India Gets OK to Buy Advanced U.S. Computer
NEW DELHI — India and the United States signed agreements Friday paving the way for India’s purchase of an advanced computer, the first U.S. sale ever of a computer using sophisticated technology to a non-Western country and a nation with close ties to the Soviet Union.
The deal was made after India settled for a less sophisticated system than it had asked originally, ending an embarrassing stalemate days before Prime Minister Rajiv Gandhi’s visit to Washington, officials said.
India first had sought to buy a dual-processor XMP-24 supercomputer manufactured by Cray Research Inc., of Minnesota, an advanced system Washington viewed as too sophisticated, for security reasons, to be made available to India.

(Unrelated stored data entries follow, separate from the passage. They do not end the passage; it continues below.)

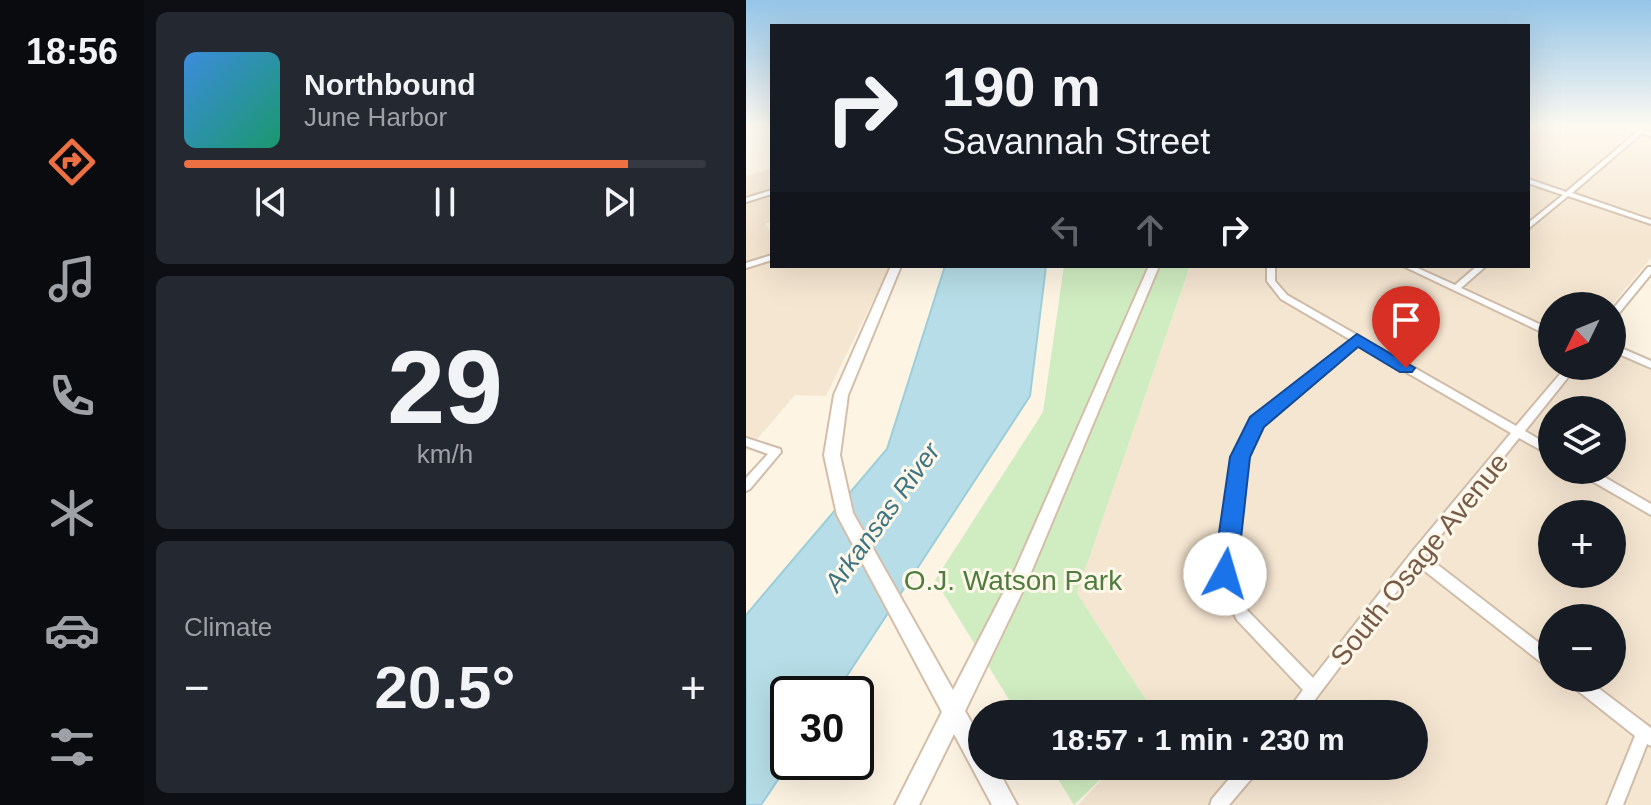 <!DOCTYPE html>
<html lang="en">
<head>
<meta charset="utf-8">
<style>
	body { margin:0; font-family:Helvetica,sans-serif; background:#242831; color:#f1f3f6; height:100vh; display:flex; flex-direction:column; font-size:30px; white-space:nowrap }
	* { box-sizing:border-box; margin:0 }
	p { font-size:26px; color:#9ea1a6 }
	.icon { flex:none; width:44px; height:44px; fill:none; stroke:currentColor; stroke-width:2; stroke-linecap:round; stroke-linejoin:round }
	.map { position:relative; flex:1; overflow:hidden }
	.drawer { display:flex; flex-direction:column; gap:12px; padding:12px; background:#0d0f14; width:602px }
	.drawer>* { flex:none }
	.hud { position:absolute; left:24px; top:24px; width:760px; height:244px; border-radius:0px; box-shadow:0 8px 32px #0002; background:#171b24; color:#f1f3f6; overflow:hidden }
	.needle { width:52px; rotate:227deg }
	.tools { position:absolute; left:792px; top:292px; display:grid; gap:16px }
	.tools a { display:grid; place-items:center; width:88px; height:88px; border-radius:50%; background:#171b24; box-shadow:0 8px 32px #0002; font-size:40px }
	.speed { position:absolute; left:24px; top:676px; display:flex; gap:16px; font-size:40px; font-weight:700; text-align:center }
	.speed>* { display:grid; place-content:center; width:104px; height:104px; border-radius:50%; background:#171b24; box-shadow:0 8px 32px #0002; line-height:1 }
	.speed .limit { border:4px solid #111; border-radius:12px; background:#fff; color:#111 }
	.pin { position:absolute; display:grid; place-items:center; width:68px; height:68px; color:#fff; margin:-82px -34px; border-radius:50% 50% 50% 0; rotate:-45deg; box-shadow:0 0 8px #0007 }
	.pin .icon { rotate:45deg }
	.me { position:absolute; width:88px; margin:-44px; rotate:6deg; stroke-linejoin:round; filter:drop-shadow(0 0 6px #0008) }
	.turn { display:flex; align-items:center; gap:28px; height:168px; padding:0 40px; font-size:36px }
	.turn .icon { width:104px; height:104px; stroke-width:2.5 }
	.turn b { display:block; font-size:56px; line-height:68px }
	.lanes { display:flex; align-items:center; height:76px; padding:0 40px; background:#0003; justify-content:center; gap:40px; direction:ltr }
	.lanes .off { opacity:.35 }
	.big { font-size:60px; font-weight:700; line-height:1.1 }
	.drawer .tile { flex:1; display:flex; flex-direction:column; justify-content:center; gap:12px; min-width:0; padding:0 28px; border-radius:12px; background:#242831 }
	.drawer .dial { align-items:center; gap:0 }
	.dial b { font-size:104px; line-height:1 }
	.song { display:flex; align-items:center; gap:24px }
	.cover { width:96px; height:96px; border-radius:12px; background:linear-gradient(135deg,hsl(210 70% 55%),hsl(160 70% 35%)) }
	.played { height:8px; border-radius:4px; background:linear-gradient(90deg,#ed7042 85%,#363941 85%) }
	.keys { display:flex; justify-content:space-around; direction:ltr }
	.heat { display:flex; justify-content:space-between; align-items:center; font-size:44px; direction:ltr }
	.trip { position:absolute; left:222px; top:700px; width:460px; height:80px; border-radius:40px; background:#171b24; box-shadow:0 8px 32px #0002; font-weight:700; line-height:80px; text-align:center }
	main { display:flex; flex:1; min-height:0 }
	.dock { display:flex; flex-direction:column; width:144px; justify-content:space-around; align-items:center; background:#090b0e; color:#9ea1a6 }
	.dock .icon { width:56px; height:56px }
	.dock .on { color:#ed7042 }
	.dock b { font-size:36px; color:#f1f3f6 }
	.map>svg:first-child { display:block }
</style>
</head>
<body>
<main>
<nav class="dock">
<b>18:56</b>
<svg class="icon on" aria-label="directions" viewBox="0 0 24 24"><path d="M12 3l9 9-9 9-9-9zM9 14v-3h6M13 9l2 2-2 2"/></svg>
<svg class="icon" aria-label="music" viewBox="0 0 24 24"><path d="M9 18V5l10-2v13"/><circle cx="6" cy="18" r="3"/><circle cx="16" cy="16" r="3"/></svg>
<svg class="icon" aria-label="phone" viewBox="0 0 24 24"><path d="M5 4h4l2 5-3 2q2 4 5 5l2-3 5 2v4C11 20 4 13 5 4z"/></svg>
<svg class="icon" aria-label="climate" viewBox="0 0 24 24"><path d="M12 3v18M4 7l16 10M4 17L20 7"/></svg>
<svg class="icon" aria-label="car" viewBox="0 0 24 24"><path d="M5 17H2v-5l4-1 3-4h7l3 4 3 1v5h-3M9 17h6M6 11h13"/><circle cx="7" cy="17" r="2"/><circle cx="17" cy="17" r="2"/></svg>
<svg class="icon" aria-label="filters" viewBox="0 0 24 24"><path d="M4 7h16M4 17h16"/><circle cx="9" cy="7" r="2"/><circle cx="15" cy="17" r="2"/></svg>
</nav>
<section class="drawer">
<div class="tile">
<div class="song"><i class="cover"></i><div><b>Northbound</b><p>June Harbor</p></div></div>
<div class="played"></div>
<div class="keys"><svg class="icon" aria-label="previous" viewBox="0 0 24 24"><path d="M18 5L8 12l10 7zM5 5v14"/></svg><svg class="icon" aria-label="pause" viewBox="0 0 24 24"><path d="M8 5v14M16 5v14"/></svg><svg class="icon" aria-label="next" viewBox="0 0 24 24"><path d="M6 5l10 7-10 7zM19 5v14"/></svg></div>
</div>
<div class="tile dial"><b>29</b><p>km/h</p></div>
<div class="tile"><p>Climate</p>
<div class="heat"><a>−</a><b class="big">20.5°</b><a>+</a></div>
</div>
</section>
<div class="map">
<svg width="905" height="805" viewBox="0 0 905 805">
	<rect width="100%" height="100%" fill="#fdf4e3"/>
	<!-- residential -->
	<path fill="#f5e6d1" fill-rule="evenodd" d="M782 126H867L905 136V258L865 306H806V366H866V350L905 368V805H332L368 766H668V714H409L331 593 444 266H782ZM806 410H866V470H806ZM806 514H866V574H806ZM806 618H866V678H806Z
		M26 168V221L19 224 26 233V266H144L80 396 49 395 0 452V176Z"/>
	<!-- green -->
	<path fill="#d0ecc1" d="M318 266H444L331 593 409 714H272L189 580 297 412Z
		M304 766H368L328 805Z"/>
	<!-- water -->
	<path fill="#b7dee8" stroke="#9cceda" stroke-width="2" d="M199 266H300L284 396 89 694H42L44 762 15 805H0V615L141 449Z"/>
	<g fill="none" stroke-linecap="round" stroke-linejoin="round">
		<defs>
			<path id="street" d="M782 126H788L782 129Z
				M871 126H878L905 132V136L896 133 826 193 905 220V224L822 196 782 229V223L817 195 782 183V179L820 192 891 132 871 127Z
				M26 190V194L0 202V198Z
				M26 255V260L0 268V263Z
				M521 266H529V281L541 295 770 426 821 366H831L779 431 806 447V456L773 438 679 555 806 653V669L801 667 671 565 558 714H540L543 709 557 690 491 620 474 584 473 560 489 457 500 428 514 411 605 340 535 299 521 281ZM612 344 765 433 666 552 567 678 501 610 487 583 485 560 499 457 509 433 522 417Z
				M657 266H667L709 285 731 266H740L715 288 806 330V337Z
				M902 267H905V274L869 318 866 319V310Z
				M866 344 905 361V368L866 351Z
				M0 438 34 449 35 452 4 489 0 491V478L22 454 0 446Z
				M830 470H846L905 504V515L832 473Z
				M820 678H839L905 728V746L901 744 877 805H861L889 736 822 683Z
				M494 766H513L511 772 483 805H464L466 799Z"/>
			<path id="secondary" d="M145 266H155L102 395 94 455 107 513 207 690 269 570 403 266H413L281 582 219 711 236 741V766H250L271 805H246L208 734 173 805H149L196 712 91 515 78 455 88 395Z"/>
		</defs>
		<!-- street casing -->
		<use href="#street" stroke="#cfbca9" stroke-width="4"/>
		<!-- secondary casing -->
		<use href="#secondary" stroke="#d5bea9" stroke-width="4"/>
		<!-- street -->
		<use href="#street" fill="#fff" fill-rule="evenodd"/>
		<!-- secondary -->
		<use href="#secondary" fill="#fff" fill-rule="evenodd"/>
	</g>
	<!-- sky -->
	<linearGradient id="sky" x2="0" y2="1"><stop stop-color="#94c5e8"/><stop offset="0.53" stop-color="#fefaf2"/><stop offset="1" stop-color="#fefaf2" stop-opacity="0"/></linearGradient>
	<rect width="905" height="238" fill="url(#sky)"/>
	<!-- route -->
	<path fill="#1a73e8" stroke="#114b97" stroke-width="2" d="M611 334 669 368 666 372H654L612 347 518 427 504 457 491 574 487 583 479 586 470 583 467 574 484 457 504 417Z"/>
	<g text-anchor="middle" stroke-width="6" stroke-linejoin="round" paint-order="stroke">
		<!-- water labels -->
		<g font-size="26" font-style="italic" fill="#3d7584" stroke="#fff8ea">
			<text transform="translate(136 517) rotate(-54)" y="9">Arkansas River</text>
		</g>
		<!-- near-street labels -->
		<g font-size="28" fill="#775b48" stroke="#fff8ea">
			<text transform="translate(673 559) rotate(-51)" y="10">South Osage Avenue</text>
		</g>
		<!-- near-park labels -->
		<g font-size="28" fill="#4e7d3f" stroke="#fff8ea">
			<text x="267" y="590">O.J. Watson Park</text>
		</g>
	</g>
</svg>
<div class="tools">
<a><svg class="needle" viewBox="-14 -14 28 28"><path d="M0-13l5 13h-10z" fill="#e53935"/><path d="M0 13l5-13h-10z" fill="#9ea1a6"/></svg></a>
<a><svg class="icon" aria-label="layers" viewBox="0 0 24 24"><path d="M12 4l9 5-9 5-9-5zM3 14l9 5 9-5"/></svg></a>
<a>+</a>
<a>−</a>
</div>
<div class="speed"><div class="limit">30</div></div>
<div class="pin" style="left:660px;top:368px;background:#d93025"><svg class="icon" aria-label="arrive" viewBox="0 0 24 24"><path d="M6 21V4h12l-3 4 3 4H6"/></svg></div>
<svg class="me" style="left:479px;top:574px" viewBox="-20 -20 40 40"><circle r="19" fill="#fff"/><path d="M0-13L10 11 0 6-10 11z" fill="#1a73e8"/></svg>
<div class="trip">18:57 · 1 min · 230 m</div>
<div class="hud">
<div class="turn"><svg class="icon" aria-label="right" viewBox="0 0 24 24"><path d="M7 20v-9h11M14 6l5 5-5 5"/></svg><div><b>190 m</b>Savannah Street</div></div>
<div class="lanes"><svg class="icon off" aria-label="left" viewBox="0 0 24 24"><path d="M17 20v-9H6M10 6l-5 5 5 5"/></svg><svg class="icon off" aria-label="ahead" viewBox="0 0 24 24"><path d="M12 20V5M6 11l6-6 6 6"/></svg><svg class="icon" aria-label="right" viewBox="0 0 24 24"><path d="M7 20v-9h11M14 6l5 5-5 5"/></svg></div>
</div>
</div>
</main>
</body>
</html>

The agreement calls for the sale of another, less sophisticated Cray computer, the single-processor XMP-14. India is the first Third World nation given clearance to purchase the XMP-14, which has been sold only to Washington’s Western allies and the Arabian-American Oil Co.
$20-Million Deal
In Washington, White House spokesman Marlin Fitzwater said permission for the $20-million sale was part of “our expanding high technology relationship with India which includes not only the sale of advanced computers but also technology to permit the manufacture of computers.”

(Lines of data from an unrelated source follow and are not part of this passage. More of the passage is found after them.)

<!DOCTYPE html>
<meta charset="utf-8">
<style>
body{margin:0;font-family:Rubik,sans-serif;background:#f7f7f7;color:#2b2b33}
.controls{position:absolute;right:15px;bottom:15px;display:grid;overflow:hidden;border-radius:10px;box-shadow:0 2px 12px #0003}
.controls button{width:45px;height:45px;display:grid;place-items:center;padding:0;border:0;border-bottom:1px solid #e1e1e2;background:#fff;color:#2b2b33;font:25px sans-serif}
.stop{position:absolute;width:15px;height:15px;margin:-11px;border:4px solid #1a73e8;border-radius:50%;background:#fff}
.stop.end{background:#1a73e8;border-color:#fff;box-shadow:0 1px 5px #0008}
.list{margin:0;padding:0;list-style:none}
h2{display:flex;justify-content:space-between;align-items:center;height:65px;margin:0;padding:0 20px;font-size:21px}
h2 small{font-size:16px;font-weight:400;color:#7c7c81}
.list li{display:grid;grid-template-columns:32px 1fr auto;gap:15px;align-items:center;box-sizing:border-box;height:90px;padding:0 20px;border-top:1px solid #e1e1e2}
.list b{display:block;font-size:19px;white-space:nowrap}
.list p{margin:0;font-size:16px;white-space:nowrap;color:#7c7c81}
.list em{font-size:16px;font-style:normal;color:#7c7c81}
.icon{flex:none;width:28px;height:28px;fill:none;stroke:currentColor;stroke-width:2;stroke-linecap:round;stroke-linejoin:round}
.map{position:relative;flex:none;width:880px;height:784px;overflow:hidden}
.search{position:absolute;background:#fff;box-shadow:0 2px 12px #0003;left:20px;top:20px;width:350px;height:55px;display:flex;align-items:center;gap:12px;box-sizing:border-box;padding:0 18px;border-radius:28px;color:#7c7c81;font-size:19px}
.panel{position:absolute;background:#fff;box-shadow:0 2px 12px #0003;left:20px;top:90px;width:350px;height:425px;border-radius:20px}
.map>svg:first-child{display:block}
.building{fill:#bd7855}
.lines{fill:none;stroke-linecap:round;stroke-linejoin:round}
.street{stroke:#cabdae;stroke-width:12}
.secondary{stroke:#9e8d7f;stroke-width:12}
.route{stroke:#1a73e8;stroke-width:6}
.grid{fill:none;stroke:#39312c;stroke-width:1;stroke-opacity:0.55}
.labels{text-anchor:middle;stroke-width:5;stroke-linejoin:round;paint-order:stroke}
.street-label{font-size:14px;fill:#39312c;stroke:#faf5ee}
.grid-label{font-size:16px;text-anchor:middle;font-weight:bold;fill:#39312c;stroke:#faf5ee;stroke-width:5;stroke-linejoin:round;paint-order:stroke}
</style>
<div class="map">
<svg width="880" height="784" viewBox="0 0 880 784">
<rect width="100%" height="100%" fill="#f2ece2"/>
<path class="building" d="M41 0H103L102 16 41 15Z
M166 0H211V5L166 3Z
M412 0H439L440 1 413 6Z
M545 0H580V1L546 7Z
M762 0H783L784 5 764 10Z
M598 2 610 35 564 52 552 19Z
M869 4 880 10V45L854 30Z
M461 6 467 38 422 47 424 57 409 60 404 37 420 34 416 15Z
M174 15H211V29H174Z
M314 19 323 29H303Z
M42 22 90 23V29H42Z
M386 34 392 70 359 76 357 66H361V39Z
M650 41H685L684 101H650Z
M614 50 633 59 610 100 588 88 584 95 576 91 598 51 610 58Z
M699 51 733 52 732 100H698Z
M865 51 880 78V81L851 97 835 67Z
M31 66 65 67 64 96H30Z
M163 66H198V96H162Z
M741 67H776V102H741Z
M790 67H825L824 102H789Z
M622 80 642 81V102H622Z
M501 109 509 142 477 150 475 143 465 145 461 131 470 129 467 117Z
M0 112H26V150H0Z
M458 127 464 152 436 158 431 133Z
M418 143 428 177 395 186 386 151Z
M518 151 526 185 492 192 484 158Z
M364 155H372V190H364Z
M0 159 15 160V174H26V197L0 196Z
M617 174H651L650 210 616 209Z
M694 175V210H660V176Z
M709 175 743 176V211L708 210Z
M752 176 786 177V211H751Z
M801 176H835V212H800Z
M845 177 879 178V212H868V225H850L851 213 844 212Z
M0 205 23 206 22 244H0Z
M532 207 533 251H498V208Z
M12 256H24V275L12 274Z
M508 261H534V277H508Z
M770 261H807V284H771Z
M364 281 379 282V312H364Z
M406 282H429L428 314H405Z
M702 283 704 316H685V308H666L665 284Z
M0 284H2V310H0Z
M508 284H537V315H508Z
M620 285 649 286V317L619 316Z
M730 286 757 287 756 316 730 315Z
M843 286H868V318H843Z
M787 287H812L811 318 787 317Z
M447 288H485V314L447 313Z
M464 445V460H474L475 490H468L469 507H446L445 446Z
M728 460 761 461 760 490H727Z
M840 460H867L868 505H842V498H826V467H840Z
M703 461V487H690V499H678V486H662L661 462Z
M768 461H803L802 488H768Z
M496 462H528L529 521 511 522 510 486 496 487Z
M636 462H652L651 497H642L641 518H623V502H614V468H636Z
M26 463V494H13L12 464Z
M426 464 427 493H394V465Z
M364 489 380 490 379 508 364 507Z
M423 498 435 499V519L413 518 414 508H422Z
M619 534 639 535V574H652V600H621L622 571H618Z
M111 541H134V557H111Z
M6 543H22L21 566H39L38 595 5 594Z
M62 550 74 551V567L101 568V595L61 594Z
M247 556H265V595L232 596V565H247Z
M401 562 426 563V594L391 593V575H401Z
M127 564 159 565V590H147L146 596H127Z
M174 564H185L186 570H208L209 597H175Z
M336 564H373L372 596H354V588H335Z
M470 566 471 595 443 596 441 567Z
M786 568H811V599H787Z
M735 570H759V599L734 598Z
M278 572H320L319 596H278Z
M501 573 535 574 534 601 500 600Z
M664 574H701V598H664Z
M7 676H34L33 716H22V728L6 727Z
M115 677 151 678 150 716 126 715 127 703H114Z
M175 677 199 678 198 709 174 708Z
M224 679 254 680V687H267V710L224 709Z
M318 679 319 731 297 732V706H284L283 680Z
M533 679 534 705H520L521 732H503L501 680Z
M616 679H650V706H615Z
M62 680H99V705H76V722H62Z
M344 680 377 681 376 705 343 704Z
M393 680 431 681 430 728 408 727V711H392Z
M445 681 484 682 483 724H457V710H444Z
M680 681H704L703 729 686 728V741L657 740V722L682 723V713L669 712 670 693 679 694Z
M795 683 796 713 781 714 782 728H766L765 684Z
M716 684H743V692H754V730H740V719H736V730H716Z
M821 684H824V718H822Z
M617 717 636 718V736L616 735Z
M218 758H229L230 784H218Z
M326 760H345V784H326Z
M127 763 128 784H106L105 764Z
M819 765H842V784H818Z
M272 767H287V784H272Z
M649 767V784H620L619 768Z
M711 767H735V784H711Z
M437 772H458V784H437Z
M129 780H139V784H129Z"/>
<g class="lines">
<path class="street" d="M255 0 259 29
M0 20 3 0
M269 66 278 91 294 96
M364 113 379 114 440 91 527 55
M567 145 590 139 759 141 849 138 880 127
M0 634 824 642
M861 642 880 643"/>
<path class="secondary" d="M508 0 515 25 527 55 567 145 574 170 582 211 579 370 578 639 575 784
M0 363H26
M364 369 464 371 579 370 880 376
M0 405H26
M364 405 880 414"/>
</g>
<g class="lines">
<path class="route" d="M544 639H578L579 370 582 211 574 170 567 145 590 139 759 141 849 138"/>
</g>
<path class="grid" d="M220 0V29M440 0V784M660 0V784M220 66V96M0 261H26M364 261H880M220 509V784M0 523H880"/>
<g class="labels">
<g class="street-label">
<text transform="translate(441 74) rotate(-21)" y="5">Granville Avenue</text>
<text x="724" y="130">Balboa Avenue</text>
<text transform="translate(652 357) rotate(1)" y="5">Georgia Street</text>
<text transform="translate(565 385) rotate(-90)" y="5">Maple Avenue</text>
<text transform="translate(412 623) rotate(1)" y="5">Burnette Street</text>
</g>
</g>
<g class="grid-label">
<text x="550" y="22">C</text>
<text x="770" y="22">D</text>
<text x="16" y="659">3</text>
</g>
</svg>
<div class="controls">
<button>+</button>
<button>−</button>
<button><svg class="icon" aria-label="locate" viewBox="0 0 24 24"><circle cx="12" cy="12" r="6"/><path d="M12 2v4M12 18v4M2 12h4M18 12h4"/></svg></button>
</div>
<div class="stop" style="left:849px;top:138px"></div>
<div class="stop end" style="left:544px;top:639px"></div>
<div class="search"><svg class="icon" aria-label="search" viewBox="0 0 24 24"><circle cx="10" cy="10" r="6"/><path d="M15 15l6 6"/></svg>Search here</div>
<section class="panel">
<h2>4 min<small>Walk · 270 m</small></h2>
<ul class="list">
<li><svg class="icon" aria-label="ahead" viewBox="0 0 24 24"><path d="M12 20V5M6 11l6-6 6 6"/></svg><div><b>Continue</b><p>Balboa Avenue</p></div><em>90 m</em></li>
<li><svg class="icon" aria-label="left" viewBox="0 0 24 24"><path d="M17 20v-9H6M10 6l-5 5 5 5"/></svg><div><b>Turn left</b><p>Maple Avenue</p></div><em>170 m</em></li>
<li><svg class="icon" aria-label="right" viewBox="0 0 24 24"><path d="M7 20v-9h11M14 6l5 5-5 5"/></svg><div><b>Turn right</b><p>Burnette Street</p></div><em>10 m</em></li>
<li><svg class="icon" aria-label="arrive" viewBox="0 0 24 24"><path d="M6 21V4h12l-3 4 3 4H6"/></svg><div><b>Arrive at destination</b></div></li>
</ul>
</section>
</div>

Foreign Ministry officials said two agreements were signed by U.S. Ambassador John Gunther Dean and Indian Foreign Secretary K.K.S. Menon. The first agreement covers the computer sale and the second sets guidelines for future U.S. computer exports to India.
Signing of the agreements sets a better tone for Gandhi’s visit to Washington, scheduled to begin Oct. 20. Relations between the two countries came under strain after Gandhi’s first visit to the United States in 1985, mainly because of U.S. arms sales to Pakistan, India’s foe in three wars.
An Indian government spokesman said that India, currently suffering a serious drought, needs the supercomputer “for use in monsoon research and other agricultural research activities.”